Knattspyrnufélagið Haukar () is an Icelandic multi-sport club from Hafnarfjörður with divisions in Football, Handball, Basketball, Karate, Skiing & Chess.

Club history

The club was founded on 12 April 1931, when 13 young boys got together in a local KFUM (Icelandic YMCA) house to form a new athletic club in the town.
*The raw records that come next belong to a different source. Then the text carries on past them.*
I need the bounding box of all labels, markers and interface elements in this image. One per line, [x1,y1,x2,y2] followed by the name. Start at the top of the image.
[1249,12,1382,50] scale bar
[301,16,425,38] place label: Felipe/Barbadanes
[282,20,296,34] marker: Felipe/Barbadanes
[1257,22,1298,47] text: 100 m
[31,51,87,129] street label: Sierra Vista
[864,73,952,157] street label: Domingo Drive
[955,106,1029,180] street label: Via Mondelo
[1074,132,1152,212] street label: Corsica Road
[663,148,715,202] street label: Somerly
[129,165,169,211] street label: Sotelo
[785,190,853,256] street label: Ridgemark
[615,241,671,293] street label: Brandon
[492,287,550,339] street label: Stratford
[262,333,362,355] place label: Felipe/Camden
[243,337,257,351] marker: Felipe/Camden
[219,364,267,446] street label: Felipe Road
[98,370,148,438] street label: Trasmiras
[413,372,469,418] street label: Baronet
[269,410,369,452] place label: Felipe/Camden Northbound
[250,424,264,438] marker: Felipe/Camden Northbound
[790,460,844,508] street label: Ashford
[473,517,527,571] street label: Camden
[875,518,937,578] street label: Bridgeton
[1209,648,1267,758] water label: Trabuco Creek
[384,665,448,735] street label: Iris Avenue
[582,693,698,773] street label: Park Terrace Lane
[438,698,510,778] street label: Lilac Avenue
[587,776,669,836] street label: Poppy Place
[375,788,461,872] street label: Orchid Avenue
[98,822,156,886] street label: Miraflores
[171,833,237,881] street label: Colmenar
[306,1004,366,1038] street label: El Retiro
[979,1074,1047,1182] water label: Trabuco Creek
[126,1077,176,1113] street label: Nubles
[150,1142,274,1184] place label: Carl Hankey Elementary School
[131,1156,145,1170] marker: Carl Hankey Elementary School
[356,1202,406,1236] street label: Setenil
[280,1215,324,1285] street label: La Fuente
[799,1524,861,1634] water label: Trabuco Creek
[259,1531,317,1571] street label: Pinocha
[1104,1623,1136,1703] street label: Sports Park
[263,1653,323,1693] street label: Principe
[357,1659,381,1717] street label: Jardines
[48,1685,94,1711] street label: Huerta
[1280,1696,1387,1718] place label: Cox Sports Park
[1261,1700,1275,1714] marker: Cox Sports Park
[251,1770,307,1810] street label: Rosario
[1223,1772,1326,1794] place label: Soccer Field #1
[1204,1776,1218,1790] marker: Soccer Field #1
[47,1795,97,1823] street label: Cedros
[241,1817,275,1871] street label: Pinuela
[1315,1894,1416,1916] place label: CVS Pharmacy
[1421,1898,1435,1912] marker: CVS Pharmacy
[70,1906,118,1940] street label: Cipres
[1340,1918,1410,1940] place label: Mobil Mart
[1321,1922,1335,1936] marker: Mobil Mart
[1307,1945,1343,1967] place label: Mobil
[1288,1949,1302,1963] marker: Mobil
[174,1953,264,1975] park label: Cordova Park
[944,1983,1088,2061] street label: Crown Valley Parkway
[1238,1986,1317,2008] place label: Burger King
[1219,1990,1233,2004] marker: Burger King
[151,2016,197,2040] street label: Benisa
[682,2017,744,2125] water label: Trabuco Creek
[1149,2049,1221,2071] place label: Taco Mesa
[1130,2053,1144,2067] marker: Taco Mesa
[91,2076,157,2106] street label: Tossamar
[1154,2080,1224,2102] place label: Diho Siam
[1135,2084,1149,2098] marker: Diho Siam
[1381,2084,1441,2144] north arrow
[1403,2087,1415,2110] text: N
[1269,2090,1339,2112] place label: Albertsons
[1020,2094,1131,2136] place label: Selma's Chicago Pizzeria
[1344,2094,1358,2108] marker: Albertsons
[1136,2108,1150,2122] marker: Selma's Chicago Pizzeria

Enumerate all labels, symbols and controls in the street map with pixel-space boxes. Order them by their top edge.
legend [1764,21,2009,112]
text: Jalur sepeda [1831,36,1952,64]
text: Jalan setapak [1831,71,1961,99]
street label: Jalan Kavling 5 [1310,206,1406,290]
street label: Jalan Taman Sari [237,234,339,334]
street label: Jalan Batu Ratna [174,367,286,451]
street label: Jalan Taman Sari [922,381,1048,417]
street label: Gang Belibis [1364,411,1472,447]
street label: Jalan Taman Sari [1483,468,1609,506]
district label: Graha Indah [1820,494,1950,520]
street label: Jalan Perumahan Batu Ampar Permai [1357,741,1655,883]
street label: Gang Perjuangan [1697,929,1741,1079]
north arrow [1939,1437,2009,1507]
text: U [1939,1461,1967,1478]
At the club's 3rd meeting, they decided that it would be named Knattspyrnufélagið Haukar.

Facilities

Haukar's home is Ásvellir which has a purpose built arena for Handball and Basketball as well as a grass and artificial turf field
for the Football team.

On 8 October 2009, it was announced that Haukar would play home games in the Pepsi-Deildin at Valur's Vodafonevöllurinn for the next 3 seasons, to be reviewed at the end of each season.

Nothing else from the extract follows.